Each line below containing the word "does" needs to be shown.

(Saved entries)
--- --- ---
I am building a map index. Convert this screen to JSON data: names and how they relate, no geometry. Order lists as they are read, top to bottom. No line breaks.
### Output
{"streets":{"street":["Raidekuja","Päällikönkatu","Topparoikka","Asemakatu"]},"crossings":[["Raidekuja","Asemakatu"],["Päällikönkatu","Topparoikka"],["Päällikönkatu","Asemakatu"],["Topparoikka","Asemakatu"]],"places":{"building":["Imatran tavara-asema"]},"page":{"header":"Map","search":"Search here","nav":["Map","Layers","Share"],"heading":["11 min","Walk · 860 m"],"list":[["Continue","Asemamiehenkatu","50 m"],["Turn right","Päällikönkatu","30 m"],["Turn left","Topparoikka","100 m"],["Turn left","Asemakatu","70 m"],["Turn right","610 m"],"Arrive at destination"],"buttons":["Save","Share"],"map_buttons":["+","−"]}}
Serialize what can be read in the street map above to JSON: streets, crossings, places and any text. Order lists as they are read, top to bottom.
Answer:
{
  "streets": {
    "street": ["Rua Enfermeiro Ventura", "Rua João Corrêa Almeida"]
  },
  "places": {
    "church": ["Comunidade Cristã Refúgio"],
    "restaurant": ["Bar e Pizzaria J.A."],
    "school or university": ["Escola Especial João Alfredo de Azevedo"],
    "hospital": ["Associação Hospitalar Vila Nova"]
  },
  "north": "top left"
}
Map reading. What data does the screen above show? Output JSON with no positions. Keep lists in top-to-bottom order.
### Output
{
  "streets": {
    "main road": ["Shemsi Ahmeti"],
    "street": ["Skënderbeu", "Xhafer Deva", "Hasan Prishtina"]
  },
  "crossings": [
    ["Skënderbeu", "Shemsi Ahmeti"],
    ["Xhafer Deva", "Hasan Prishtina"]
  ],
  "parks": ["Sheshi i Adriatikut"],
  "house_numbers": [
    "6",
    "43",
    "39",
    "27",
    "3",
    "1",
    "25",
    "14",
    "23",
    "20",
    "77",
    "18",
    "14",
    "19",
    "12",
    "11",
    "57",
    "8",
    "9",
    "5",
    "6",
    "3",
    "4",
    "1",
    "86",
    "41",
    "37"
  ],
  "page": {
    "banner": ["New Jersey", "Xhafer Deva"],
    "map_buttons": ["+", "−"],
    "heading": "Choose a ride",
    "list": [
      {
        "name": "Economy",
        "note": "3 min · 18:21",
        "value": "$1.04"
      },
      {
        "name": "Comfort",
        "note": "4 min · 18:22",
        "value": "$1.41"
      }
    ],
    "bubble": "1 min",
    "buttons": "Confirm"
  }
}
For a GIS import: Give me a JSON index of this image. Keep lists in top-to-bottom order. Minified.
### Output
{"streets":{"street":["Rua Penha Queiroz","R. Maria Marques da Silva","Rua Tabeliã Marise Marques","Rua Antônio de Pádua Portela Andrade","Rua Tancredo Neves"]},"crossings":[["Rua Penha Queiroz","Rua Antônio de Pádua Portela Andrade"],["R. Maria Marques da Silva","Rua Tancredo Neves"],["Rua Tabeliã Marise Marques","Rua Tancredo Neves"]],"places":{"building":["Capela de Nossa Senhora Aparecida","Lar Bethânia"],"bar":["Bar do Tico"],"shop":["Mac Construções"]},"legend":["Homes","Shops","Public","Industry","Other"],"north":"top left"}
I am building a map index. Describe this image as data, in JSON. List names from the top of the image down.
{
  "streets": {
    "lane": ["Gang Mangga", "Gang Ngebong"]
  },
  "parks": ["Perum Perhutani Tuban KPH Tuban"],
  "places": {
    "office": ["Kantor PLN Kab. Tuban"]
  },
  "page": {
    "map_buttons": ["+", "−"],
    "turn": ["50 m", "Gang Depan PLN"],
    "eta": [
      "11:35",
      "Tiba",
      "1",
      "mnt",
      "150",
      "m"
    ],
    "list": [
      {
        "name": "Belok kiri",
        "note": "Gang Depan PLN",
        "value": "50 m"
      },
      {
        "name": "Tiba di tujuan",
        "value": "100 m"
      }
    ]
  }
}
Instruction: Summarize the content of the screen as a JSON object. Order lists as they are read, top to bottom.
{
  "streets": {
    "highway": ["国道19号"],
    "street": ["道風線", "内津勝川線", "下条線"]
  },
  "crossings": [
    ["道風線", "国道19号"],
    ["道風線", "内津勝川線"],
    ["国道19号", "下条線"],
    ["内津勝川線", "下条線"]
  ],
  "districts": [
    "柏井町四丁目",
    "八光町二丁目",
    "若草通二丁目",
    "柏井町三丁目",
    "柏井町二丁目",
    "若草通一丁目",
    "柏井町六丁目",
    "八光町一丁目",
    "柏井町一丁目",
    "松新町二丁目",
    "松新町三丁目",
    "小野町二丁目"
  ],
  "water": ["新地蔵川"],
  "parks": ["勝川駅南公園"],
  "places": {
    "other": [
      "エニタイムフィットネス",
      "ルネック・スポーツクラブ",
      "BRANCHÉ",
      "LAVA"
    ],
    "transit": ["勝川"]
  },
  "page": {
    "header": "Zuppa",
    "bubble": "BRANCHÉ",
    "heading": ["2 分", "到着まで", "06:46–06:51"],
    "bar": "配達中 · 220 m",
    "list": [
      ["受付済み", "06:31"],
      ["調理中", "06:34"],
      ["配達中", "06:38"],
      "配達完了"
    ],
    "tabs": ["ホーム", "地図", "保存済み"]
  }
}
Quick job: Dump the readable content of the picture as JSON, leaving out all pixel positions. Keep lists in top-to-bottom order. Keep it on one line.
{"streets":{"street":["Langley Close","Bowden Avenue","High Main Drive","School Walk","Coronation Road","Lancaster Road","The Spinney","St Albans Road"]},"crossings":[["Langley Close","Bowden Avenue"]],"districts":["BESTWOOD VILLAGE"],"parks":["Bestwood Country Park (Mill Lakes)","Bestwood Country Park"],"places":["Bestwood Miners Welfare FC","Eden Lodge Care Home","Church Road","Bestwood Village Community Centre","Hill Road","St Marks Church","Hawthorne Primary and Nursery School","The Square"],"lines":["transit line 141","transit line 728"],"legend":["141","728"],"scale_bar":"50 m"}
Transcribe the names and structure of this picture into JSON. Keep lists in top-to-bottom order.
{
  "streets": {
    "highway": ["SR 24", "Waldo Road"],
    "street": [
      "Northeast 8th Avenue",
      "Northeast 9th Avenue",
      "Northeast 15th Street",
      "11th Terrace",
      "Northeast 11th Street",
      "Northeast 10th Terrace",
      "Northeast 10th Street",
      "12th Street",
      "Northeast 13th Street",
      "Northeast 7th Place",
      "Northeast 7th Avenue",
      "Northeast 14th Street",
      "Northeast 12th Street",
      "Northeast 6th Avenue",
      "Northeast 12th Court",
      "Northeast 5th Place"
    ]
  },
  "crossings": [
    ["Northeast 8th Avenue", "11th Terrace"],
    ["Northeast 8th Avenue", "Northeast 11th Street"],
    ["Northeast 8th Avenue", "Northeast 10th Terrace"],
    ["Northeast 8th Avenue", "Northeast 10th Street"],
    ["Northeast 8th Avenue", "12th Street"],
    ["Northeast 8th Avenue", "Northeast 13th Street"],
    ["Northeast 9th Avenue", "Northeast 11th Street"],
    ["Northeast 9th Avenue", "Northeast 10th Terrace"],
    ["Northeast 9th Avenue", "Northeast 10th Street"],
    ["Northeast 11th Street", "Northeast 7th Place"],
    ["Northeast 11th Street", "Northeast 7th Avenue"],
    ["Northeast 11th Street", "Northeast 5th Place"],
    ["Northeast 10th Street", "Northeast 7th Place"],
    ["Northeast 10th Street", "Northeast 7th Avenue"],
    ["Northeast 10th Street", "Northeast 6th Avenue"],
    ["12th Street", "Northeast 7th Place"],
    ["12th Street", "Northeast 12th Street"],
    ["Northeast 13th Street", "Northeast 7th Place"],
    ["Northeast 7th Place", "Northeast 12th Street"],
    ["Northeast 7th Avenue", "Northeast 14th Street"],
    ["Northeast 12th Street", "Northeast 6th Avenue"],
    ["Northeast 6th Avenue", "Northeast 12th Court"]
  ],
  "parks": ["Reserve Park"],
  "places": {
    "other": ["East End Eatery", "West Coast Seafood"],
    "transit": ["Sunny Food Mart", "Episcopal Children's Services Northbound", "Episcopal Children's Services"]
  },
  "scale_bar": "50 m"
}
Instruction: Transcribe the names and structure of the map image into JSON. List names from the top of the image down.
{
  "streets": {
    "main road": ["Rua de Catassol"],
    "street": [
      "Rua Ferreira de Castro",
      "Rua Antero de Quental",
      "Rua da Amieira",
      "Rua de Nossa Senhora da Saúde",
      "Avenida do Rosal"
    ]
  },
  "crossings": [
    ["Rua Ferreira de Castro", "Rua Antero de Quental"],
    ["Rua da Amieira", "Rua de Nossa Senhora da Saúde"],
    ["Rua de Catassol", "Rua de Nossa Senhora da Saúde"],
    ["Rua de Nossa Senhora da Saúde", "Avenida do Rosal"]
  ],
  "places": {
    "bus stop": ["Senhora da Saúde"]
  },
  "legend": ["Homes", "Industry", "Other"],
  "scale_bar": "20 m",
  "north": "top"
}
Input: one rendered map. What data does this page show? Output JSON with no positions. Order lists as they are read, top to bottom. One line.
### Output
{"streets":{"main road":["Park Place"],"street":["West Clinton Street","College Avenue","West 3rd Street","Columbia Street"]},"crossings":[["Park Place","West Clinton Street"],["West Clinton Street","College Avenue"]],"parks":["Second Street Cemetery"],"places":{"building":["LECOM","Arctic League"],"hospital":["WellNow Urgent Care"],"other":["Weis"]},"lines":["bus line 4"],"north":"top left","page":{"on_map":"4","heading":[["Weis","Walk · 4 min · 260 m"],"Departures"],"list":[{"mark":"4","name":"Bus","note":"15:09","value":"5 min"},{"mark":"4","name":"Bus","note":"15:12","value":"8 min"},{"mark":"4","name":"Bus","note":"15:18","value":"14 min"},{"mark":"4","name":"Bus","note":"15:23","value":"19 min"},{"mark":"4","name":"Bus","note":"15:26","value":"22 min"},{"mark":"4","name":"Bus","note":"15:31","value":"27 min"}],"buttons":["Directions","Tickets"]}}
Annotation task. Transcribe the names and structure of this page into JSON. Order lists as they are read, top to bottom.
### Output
--- --- ---
#### Response to the task:
Map reading. What data does the screen above show? Output JSON with no positions. Keep lists in top-to-bottom order.
Input: one rendered map. What data does this page show? Output JSON with no positions. Order lists as they are read, top to bottom. One line.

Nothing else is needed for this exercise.